Donald Trump knows how to avail himself of free TV coverage (see his primary campaign through last weekend’s “60 Minutes”) and he will likely continue to do so when it suits him. But unlike any prior administration and past dependency on traditional, mainstream media to convey the President’s message, Trump has made clear his intention to establish his own direct pathway to his audience. With direct access to more than 15 million followers on Twitter (and growing), supplemented by the specter of Breitbart, Sean Hannity, and Laura Ingraham assuming the mantle of “official” White House news agencies and agents, the incoming administration is well on its way to controlling its own mediums and messages, while also avoiding the filter of the once great, but declining institutions of independent American journalism.

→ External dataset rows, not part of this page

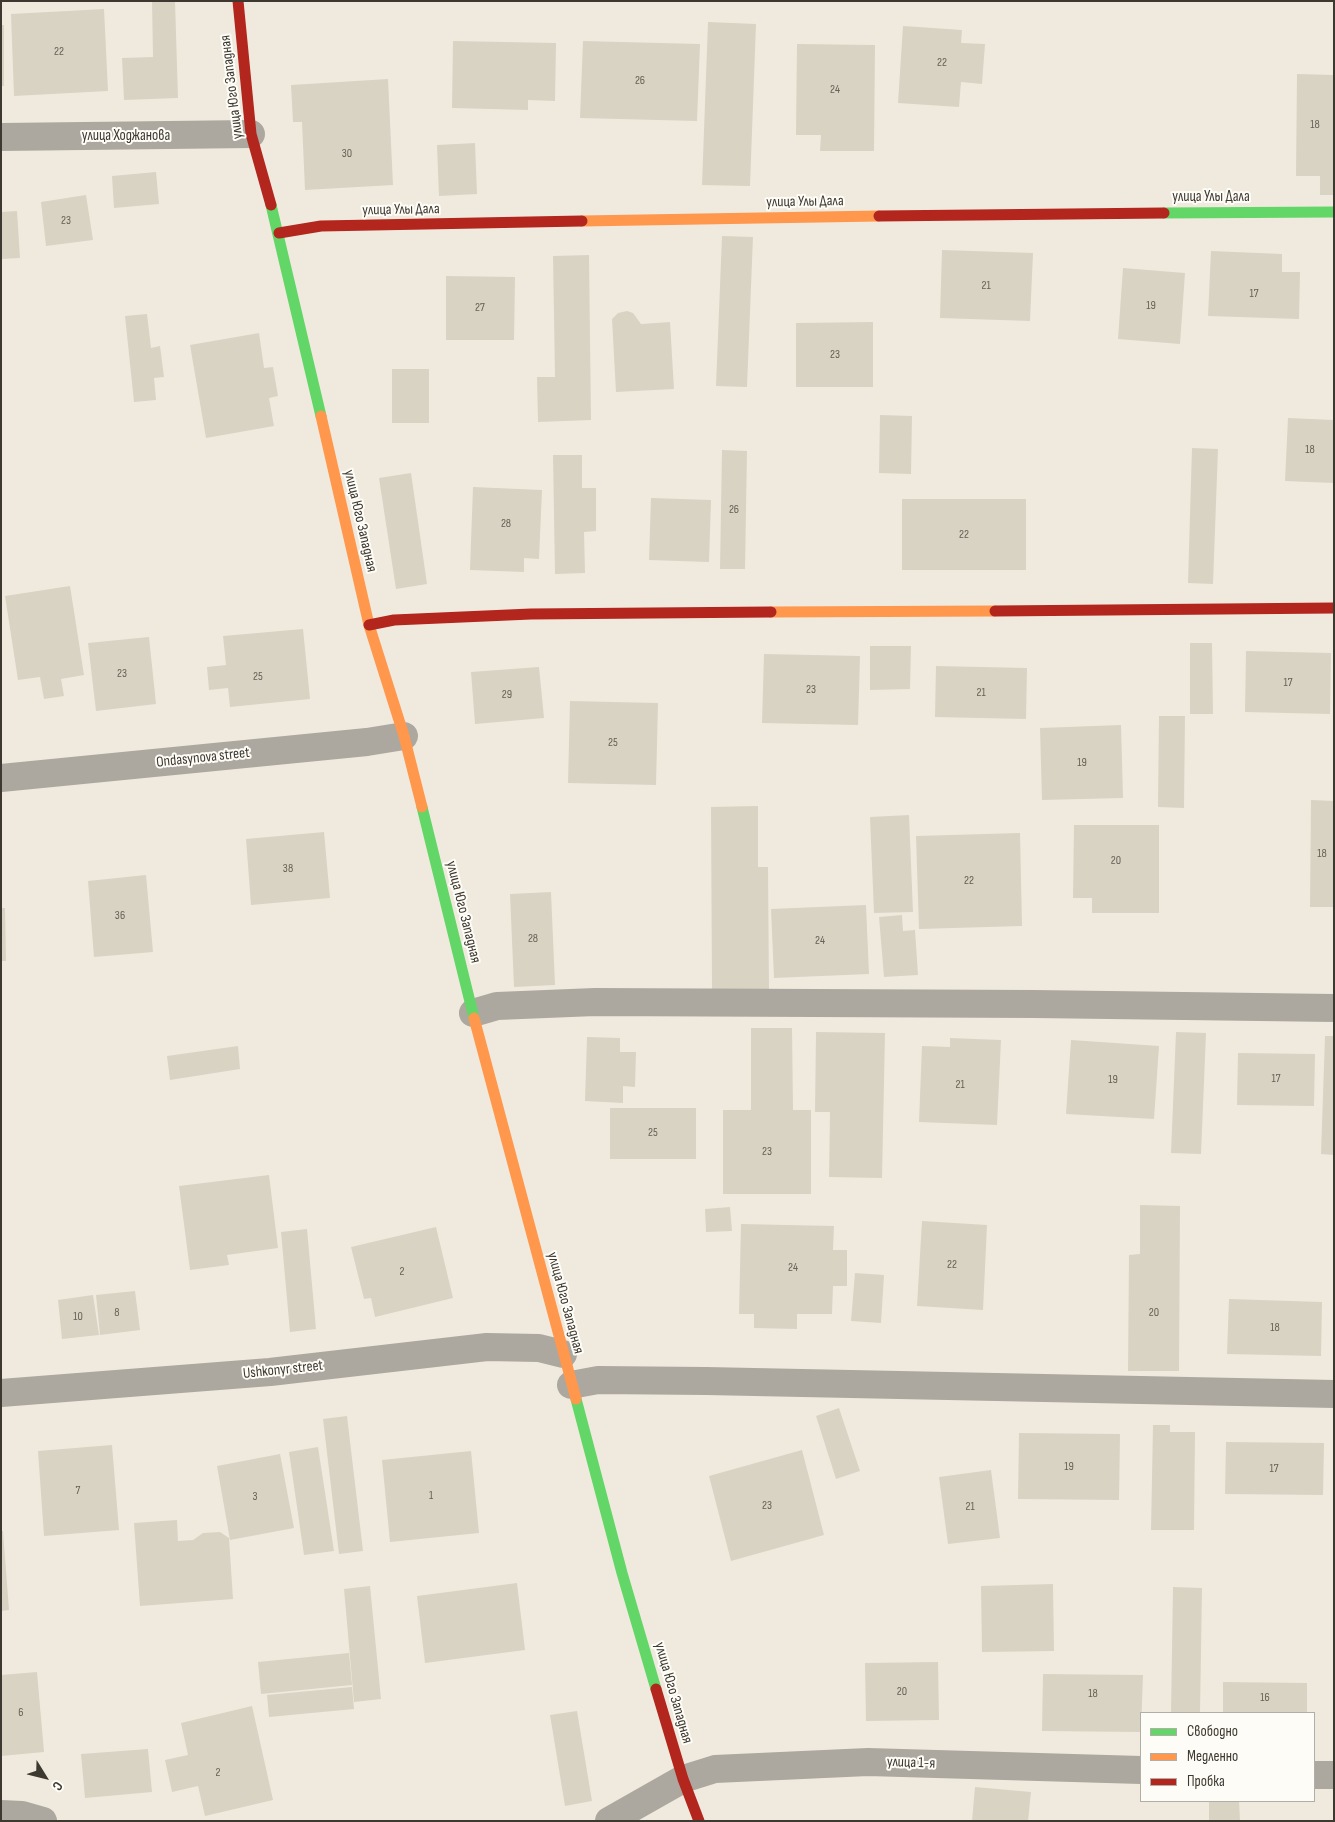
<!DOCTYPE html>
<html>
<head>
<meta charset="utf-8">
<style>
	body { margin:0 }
	#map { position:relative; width:1335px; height:1822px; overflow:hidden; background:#f0eade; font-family:"Sofia Sans Condensed",sans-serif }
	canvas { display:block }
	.frame { position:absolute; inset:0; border:2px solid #3d3930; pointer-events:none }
	.legend { position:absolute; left:1140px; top:1712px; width:175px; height:90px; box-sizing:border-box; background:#fefcf7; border:1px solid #b1aea7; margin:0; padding:6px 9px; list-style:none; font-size:15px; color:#3d3930 }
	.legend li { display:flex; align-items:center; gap:10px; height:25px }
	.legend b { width:25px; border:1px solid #b1aea7 }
	.north { position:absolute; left:20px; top:1752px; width:50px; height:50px; -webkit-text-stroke:4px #fefcf7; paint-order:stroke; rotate:126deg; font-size:14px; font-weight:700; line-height:20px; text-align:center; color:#3d3930 }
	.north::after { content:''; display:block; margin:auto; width:18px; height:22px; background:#3d3930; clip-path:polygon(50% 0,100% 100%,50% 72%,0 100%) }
</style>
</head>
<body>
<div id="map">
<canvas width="1335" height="1822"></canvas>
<div class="frame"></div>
<ul class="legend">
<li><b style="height:6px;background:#63d668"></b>Свободно</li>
<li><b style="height:6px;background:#ff974d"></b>Медленно</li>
<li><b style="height:6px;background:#b3261e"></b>Пробка</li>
</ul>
<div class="north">С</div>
</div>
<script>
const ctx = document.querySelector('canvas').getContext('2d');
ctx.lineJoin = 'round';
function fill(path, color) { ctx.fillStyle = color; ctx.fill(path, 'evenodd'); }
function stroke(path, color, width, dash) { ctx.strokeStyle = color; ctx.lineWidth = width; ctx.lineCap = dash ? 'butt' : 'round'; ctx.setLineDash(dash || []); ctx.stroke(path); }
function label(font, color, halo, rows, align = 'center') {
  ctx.font = font + ' "Sofia Sans Condensed",sans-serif'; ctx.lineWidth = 4; ctx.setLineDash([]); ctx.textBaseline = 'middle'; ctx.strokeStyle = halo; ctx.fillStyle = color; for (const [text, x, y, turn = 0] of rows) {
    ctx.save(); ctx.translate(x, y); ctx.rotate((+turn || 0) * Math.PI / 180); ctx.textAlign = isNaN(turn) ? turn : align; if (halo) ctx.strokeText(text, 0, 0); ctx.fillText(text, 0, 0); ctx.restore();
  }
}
fill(new Path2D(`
	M152,1H175L178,98L124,100L122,58L153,57Z
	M104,9L108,91L14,96L11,14Z
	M708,22L756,24L750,186L702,185Z
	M1,25H4V86H1Z
	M903,26L962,30L961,43L985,44L982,84L961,82L959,107L898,103Z
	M453,41L556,43L555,101L528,100V110L452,108Z
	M583,41L700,44L697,121L580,118Z
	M797,44L875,45L874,151H820L821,135H796Z
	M1297,74L1334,75V195H1320V176H1296Z
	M388,79L393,185L305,190L302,122H293L291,85Z
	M475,143L477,194L439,196L437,145Z
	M156,172L159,204L114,208L112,176Z
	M86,195L93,240L46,246L41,202Z
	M17,211L20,258L1,259V212Z
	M722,236L753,237L747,387L716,386Z
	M942,250L1033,253L1030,321L940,318Z
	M1211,251L1282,254V272H1300L1299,319L1208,316Z
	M589,255L591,420L538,422L537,377H555L553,256Z
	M1123,268L1185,273L1180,344L1118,339Z
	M446,276L515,277L514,340H446Z
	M627,311L633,313L641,324L670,322L674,389L616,392L612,319L618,313Z
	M147,314L151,348L160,346L164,377L154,378L156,400L134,402L125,316Z
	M873,322V387H796V323Z
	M259,333L264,368L273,367L278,396L269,398L274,426L206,438L190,345Z
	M392,369H429V423H392Z
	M880,415L912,416L911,474L879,473Z
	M1288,418L1334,420V483L1285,481Z
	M1192,448L1218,449L1213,584L1188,583Z
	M722,450L747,451L745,569H720Z
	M553,455H582V488H596V531L584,532L585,573L555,574Z
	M411,473L427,584L396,589L379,478Z
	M473,487L542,490L539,559L524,558V572L470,570Z
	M651,498L711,500L709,562L649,560Z
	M902,499H1026V570H902Z
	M70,586L84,675L61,679L64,696L44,699L40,677L18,680L5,596Z
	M303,629L310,699L230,707L228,688L209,690L207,667L226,665L223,636Z
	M149,637L156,704L96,711L88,643Z
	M1190,643H1212L1213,714H1190Z
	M870,646H911L910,689L870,690Z
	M1246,651L1331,653L1330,714L1245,712Z
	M764,654L860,656L858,725L762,723Z
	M936,666L1027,668L1026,719L935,717Z
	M539,667L544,718L475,724L471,672Z
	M570,701L658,703L656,785L568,783Z
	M1159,716H1185L1184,808L1158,807Z
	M1121,725L1123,798L1042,800L1040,728Z
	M1311,800L1334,801V907H1310Z
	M758,806V867H768L769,989H712L711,807Z
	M909,815L913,912L874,913L870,817Z
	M1074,825H1159V913H1092V898H1073Z
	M324,832L330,898L251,905L246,839Z
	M1020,833L1022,926L919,929L916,836Z
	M146,875L153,952L94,957L88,881Z
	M551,892L555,985L514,987L510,894Z
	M866,905L869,974L774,978L771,909Z
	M1,908H5L6,961H1Z
	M902,915L903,931L915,930L918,975L884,977L879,917Z
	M751,1028H792L793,1110H811V1194H723V1110H751Z
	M816,1032L885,1033L882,1178L829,1177L830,1112H815Z
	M1176,1032L1206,1033L1201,1154L1171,1153Z
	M1325,1036H1334V1155L1321,1154Z
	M587,1037L620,1038V1052H636L635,1087L623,1086V1103L585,1101Z
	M950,1038L1001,1040L997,1125L919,1122L922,1046L950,1047Z
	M1071,1040L1159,1046L1154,1119L1066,1114Z
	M238,1046L240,1069L170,1080L167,1056Z
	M1238,1053L1315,1054L1314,1106L1237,1105Z
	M610,1108H696V1159H610Z
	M269,1175L278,1248L227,1255L229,1265L190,1270L179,1186Z
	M1140,1205L1180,1206L1179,1371H1128L1129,1255L1140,1254Z
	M730,1207L732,1231L706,1232L705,1209Z
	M922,1221L987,1225L983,1310L917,1306Z
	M741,1224L834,1226L833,1250H847V1286H833L832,1314H797V1329L754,1328V1314H739Z
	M436,1227L453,1298L375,1317L371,1298L364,1299L351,1247Z
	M307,1229L316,1329L290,1332L281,1232Z
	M855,1273L884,1275L881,1323L851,1321Z
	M135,1291L140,1330L100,1335L96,1295Z
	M93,1295L99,1335L62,1339L58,1300Z
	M1229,1299L1322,1302L1321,1356L1227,1354Z
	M839,1408L860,1471L836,1479L816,1416Z
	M347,1416L363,1551L339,1554L323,1419Z
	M1153,1425H1170V1432H1195L1194,1530H1151Z
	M1019,1433L1120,1434L1119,1500L1018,1499Z
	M1226,1442L1324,1443L1323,1495L1225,1494Z
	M112,1445L119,1530L44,1536L38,1451Z
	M318,1447L334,1551L304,1555L289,1452Z
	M802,1450L824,1535L731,1561L709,1476Z
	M471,1451L479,1533L390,1542L382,1460Z
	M280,1454L294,1528L230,1540L217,1466Z
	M991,1470L1000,1538L948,1544L939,1477Z
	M177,1520L178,1541L193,1540L203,1533L220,1532L229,1538L233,1599L140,1606L134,1523Z
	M1,1531H3L9,1610L1,1611Z
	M517,1583L525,1650L425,1663L417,1596Z
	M1053,1584L1054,1651L982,1652L981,1586Z
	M370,1586L381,1699L354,1702L344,1589Z
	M1173,1587L1202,1588L1200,1713H1171Z
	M349,1653L352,1685L261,1694L258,1662Z
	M938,1662L939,1720L866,1721L865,1663Z
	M37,1672L44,1752L1,1756V1675Z
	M1043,1674L1143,1675L1141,1732L1042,1731Z
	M1223,1682L1307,1683V1713H1223Z
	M352,1687L354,1709L269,1717L267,1695Z
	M252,1706L273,1800L205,1816L198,1786L172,1792L165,1760L188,1755L181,1723Z
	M577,1711L592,1801L565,1806L550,1715Z
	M148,1749L152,1792L85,1798L81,1754Z
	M975,1787L1031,1792L1028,1821H972Z
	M1209,1801H1239L1240,1821H1209Z`), '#d9d3c3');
stroke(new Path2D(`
	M1,137L251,134
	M1,778L367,742L404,736
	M473,1013L497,1006L595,1002L1034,1004L1334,1008
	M571,1385L598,1380L706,1381L1334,1394
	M1,1393L270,1372L487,1347L539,1348L563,1354
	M1314,1775H1334
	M1,1814L22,1815L43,1821
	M609,1821L683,1779L715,1769L868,1762L1141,1770`), '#aca89f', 28);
stroke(new Path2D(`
	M271,205L321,416
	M1164,213L1334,212
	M422,807L474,1018
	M576,1399L622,1573L656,1689`), '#63d668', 11);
stroke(new Path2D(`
	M582,221L879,216
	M321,416L369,625L404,736L422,807
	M771,612L995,611
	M474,1018L576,1399`), '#ff974d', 11);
stroke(new Path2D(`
	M238,1L251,134L271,205
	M879,216L1164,213
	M279,233L321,226L582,221
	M995,611L1334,608
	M369,625L394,620L531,614L771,612
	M656,1689L683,1779L699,1821`), '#b3261e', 11);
label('12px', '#666156', null, [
	["22",59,52],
	["22",942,63],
	["26",640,81],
	["24",835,90],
	["18",1315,125],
	["30",347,154],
	["23",66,221],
	["21",986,286],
	["17",1254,294],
	["19",1151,306],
	["27",480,308],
	["23",835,355],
	["18",1310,450],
	["26",734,510],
	["28",506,524],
	["22",964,535],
	["23",122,674],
	["25",258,677],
	["17",1288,683],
	["23",811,690],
	["21",981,693],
	["29",507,695],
	["25",613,743],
	["19",1082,763],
	["18",1322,854],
	["20",1116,861],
	["38",288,869],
	["22",969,881],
	["36",120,916],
	["28",533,939],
	["24",820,941],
	["17",1276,1079],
	["19",1113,1080],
	["21",960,1085],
	["25",653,1133],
	["23",767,1152],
	["22",952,1265],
	["24",793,1268],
	["2",402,1272],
	["8",117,1313],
	["20",1154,1313],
	["10",78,1317],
	["18",1275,1328],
	["19",1069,1467],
	["17",1274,1469],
	["7",78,1491],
	["1",431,1496],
	["3",255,1497],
	["23",767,1506],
	["21",970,1507],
	["20",902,1692],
	["18",1093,1694],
	["16",1265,1698],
	["6",21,1713],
	["2",218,1773]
]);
label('15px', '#3d3930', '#fefcf7', [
	["улица Юго Западная",232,87,-97],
	["улица Ходжанова",126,136],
	["улица Улы Дала",1211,197],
	["улица Улы Дала",805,202,-1],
	["улица Улы Дала",401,210,-1],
	["улица Юго Западная",360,521,77],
	["Ondasynova street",203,758,-6],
	["улица Юго Западная",463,912,76],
	["улица Юго Западная",565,1303,75],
	["Ushkonyr street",283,1370,-6],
	["улица Юго Западная",673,1693,74],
	["улица 1-я",911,1763,2]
]);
</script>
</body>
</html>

As post-election analysis has revealed happened during the campaign, it’s not so far-fetched to imagine a White House and its surrogates manipulating or spinning fake news on social media to create their own propaganda. And with Breitbart‘s executive chairman taking a role that will be steps from the oval office, Breitbart could become the closest thing to a state-operated “news” agency that the United States has ever seen. A challenge is clearly at hand for the likes of the New York Times and other national media to counter the Trump strategy, making themselves relevant in new ways and thus indispensable. To succeed, they must hold fast to promises they’ve made to be fair and be perceived as regaining neutral ground, which they can demonstrate by heaping praise when warranted on sensible policies and being vigilantly critical of failures.

At a City Club of Chicago post-election discussion among four outstanding political journalists, one opined that, as President, Trump will discover that he needs to cultivate a more traditional relationship with the White House press corps. Others observed, however, that Trump’s direct Twitter pipeline, coupled with feeding off of the alt-right’s social media versions of reality, will allow him unfettered ability to sidestep, dismiss, and continue to attack conventional news organizationseven as those organizations have seen spikes in subscriptions and readership since his election.

Gumshoe reporters will (and must) continue producing unbiased, hard-hitting investigative journalism, perhaps even making their trade great again, amid the incessant chatter on cable TV. But the pillars of traditional media are likely to become increasingly marginalized by an administration that, in fact, does not need the “news media” in the same manner we have previously understood and accepted. Now, more than ever, with the possibility that the First Amendment may be tested more than any point in history since the Sedition Act, independent journalism and the free press must stand up to the test of Thomas Jefferson’s preference for “newspapers without government” over “government without newspapers.”